Supported Metrics

This page provides detailed information about all the metrics supported by PySODMetrics.

Overview

PySODMetrics provides two types of metric computation:

Sample-based: Metrics are computed for each sample individually and then aggregated
Whole-based: Metrics are computed across all samples globally

Most metrics support different aggregation strategies:

max: Maximum value across all thresholds
avg: Average value across all thresholds
adp: Adaptive threshold (2 × mean of predictions)
bin: Binary threshold (typically 0.5 or fixed threshold)
si-*: Size-invariant variants for handling multi-scale objects

Basic Metrics

MAE (Mean Absolute Error)

Measures the pixel-wise absolute difference between prediction and ground truth.

\[MAE = \frac{1}{W \times H} \sum_{x=1}^{W} \sum_{y=1}^{H} |P(x,y) - G(x,y)|\]
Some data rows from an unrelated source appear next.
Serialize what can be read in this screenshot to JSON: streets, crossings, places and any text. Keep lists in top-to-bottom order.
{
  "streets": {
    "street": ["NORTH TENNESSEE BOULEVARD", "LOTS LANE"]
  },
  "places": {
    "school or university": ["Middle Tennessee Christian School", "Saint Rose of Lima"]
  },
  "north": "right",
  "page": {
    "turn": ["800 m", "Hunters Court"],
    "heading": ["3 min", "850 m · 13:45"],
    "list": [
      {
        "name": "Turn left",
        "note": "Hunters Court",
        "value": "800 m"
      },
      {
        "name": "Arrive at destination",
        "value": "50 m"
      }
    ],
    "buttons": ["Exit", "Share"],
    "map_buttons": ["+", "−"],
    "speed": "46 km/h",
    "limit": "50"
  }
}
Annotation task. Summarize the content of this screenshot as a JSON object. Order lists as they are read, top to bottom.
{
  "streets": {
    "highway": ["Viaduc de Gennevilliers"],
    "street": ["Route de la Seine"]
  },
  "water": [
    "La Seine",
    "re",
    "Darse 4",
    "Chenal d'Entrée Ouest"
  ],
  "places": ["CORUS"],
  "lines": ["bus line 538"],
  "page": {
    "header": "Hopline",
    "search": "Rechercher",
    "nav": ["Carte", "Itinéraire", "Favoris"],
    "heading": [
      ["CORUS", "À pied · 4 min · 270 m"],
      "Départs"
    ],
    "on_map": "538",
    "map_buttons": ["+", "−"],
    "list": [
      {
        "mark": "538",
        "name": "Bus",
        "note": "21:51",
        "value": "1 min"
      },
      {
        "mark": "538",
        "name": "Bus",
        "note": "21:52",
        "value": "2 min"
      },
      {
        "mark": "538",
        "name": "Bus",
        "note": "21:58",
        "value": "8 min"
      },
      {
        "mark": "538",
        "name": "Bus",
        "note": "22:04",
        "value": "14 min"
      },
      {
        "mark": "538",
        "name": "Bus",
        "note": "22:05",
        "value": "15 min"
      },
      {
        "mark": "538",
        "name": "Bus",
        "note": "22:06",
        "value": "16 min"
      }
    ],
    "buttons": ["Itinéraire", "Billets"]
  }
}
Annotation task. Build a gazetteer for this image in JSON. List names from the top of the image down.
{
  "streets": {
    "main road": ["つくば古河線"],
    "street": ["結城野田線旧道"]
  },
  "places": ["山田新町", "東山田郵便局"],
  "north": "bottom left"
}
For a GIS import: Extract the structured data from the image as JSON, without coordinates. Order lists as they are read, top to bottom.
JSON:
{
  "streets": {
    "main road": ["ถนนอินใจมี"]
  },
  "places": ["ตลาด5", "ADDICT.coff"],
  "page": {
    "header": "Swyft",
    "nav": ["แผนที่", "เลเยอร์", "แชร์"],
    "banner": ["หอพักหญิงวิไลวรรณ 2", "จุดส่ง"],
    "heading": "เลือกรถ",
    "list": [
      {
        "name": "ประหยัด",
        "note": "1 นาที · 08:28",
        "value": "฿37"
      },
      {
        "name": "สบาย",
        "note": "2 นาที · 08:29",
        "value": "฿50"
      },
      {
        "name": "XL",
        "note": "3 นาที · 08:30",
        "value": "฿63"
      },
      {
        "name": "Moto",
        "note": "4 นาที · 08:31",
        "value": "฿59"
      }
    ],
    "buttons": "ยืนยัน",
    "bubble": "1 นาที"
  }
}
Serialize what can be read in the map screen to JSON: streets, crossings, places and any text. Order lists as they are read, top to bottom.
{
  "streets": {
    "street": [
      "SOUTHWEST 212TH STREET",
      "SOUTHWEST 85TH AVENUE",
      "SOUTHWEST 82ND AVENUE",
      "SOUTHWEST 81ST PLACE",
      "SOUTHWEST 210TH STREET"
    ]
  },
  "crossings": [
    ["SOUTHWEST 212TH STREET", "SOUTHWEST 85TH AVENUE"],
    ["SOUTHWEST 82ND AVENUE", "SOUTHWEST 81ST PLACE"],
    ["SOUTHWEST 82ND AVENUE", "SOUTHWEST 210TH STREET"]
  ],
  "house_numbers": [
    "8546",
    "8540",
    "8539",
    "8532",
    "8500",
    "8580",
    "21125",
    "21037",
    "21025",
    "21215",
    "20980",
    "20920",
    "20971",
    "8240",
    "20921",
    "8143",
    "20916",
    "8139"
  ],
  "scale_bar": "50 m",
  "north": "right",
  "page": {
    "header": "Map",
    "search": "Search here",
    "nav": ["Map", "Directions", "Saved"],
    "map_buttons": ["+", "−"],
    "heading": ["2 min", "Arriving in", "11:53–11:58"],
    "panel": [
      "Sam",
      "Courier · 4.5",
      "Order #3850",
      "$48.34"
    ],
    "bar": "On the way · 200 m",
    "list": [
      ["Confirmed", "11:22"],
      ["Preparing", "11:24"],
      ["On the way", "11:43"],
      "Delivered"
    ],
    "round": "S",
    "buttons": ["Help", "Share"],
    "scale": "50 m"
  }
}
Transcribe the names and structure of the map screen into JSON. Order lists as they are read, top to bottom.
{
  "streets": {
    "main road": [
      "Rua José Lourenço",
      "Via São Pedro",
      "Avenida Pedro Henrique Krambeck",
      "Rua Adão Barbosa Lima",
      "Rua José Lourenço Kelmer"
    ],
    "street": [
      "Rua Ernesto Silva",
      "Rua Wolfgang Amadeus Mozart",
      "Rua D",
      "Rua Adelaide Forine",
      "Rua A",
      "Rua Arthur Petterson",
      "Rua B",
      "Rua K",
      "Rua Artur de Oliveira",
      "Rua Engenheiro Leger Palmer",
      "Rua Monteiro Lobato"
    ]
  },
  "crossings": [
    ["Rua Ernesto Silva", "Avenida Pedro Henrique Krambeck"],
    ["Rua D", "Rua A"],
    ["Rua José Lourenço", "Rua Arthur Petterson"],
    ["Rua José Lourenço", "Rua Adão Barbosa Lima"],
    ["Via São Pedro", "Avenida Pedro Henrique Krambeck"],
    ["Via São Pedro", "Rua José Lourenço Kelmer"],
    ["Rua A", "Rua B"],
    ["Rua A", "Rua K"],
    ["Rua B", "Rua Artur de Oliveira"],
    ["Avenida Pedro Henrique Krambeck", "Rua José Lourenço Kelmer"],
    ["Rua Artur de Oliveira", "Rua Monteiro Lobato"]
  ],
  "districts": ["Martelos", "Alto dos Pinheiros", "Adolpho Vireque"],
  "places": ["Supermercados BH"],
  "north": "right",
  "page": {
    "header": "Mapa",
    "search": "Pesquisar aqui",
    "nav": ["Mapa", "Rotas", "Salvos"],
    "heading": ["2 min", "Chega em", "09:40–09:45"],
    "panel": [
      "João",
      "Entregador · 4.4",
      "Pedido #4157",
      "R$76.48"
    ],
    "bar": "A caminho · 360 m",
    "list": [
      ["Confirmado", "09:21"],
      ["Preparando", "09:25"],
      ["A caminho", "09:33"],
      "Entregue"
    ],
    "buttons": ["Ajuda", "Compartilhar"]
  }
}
where \(P\) is the prediction, \(G\) is the ground truth, and \(W \times H\) is the image size.

Reference:

Perazzi et al., “Saliency filters: Contrast based filtering for salient region detection”, CVPR 2012

Usage:

from py_sod_metrics import MAE

mae = MAE()
mae.step(pred, gt)
results = mae.get_results()
print(f"MAE: {results['mae']:.4f}")

S-measure (Structure Measure)

Evaluates structural similarity between prediction and ground truth, considering both region-aware and object-aware components.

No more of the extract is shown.